747 The coexistence of riboflavin and tryptophan is responsible for the production of H2O2 in the UVA-induced cytotoxicity of dermal fibroblasts

      We previously reported that H2O2 plays a pivotal role in the UVA-induced cellular senescence of normal human fibroblasts in vitro using culture medium containing various kinds of UVA chromophores. In this study, we investigated possible candidates for UVA chromophores in the culture medium by assaying cell viability. Cell viability was dramatically reduced when riboflavin and tryptophan coexisted during UVA irradiation, while little or no change in cell viability was observed in the presence of riboflavin or tryptophan alone. In addition, an increase of H2O2 level in the medium was detected in a dose-dependent manner after UVA irradiation only when riboflavin and tryptophan coexisted.
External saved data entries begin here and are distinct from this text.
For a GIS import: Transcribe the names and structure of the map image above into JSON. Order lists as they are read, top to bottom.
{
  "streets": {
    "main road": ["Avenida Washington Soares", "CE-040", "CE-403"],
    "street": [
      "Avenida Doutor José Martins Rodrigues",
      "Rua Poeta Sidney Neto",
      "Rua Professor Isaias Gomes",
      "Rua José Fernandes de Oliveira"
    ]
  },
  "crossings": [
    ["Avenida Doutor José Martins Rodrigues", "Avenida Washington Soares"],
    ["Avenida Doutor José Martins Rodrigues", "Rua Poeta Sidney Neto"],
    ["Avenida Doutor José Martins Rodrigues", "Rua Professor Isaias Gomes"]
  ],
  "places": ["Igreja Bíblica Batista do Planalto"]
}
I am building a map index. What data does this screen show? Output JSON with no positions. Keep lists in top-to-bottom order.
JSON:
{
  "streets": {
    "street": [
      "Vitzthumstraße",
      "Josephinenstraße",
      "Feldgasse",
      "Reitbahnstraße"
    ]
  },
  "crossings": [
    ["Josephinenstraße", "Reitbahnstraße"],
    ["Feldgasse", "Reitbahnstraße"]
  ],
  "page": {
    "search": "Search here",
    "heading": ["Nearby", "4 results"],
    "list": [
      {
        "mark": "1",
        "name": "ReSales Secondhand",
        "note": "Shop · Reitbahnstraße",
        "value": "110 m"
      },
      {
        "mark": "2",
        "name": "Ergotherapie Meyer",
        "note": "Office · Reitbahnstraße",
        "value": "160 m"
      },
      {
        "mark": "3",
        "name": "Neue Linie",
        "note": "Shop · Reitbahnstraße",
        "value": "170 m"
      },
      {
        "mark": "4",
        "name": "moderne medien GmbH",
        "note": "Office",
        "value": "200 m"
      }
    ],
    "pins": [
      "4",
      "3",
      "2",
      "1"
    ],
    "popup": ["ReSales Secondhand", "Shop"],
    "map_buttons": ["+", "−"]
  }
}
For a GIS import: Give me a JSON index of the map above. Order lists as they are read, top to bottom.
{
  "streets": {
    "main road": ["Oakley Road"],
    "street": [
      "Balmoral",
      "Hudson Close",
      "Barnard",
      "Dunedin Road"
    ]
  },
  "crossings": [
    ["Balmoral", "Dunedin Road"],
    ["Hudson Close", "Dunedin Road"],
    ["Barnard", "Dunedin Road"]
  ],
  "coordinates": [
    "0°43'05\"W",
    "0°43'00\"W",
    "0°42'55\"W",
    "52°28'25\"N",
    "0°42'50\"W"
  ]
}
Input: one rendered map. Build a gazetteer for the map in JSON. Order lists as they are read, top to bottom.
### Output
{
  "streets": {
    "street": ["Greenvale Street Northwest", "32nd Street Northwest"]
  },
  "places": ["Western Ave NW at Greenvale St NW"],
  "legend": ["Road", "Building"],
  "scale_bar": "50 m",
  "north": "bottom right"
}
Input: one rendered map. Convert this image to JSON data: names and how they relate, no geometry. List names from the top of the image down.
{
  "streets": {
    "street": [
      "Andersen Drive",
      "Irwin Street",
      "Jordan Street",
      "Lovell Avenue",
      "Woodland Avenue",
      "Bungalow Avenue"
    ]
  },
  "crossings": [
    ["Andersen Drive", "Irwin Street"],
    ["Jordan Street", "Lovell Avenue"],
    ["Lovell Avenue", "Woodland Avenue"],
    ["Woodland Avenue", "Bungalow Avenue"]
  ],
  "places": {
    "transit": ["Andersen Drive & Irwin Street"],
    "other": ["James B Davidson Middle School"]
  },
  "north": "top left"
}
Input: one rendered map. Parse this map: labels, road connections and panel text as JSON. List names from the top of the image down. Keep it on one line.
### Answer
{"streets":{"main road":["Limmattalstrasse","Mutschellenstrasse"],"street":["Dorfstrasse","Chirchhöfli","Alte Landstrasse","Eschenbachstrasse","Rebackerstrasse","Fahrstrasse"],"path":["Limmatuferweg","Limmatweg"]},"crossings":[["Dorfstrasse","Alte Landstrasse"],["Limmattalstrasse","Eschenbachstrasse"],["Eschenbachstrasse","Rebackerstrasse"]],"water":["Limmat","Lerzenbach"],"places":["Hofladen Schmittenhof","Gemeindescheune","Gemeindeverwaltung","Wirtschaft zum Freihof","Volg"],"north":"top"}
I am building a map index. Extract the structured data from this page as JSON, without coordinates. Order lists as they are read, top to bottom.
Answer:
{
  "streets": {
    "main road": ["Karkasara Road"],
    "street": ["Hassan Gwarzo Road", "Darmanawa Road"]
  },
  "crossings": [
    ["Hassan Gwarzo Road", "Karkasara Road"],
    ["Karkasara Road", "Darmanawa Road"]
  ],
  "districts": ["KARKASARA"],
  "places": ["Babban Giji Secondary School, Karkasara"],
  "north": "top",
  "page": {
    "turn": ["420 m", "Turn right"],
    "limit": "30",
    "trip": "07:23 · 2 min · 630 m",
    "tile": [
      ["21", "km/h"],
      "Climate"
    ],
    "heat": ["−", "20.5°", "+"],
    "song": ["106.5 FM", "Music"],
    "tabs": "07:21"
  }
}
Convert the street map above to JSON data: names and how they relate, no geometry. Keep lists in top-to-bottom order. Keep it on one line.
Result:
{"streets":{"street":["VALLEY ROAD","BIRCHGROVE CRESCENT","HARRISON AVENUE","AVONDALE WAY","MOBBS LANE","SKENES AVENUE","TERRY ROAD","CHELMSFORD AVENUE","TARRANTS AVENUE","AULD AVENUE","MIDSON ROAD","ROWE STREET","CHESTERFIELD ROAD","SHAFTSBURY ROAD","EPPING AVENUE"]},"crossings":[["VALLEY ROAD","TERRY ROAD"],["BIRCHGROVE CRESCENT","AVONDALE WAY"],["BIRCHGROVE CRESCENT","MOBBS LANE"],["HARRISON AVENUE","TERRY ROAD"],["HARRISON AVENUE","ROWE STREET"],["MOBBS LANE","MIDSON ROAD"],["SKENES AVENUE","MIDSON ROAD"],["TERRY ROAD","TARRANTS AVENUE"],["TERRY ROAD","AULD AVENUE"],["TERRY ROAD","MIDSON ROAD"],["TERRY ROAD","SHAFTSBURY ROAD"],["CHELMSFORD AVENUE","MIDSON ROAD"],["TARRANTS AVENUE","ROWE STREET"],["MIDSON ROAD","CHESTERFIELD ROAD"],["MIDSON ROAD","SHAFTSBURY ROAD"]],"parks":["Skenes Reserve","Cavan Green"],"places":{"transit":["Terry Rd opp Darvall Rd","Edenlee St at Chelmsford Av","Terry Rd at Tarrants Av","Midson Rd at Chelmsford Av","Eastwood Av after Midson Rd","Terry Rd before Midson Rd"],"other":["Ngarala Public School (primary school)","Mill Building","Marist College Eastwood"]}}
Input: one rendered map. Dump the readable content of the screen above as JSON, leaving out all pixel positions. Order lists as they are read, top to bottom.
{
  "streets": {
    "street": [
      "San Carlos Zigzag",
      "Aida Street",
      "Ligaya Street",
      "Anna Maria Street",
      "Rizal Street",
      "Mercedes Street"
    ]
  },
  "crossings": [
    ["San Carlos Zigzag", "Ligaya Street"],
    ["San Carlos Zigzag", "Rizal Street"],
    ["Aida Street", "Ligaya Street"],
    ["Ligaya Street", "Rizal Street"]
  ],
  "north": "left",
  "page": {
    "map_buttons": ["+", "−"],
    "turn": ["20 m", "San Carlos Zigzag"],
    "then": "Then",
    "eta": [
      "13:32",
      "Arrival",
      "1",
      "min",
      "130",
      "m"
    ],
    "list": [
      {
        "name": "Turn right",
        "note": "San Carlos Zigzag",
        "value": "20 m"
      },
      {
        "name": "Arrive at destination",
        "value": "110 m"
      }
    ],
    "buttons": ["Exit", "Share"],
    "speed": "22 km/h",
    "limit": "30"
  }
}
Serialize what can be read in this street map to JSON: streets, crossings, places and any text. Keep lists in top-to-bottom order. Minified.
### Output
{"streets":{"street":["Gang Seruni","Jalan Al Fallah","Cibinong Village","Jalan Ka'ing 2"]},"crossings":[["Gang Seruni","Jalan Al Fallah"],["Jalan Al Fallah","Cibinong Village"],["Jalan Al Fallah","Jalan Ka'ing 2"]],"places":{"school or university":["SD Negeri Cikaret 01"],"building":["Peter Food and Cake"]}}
Interestingly, the reduced cell viability induced by UVA irradiation in the presence of both riboflavin and tryptophan was restored by simultaneous treatment with N-acetyl-L-cysteine that increases the intracellular amount of reduced glutathione, however, there was no significant change in the amount of H2O2 in the culture medium. These results suggested that the coexistence of riboflavin and tryptophan is principally responsible for the production of H2O2 in the UVA-induced cytotoxicity of cultured dermal fibroblasts and that cysteine compounds may alleviate H2O2-induced cell toxicity by activating the intracellular anti-H2O2 ability, leading to the prevention of UVA-induced cellular senescence.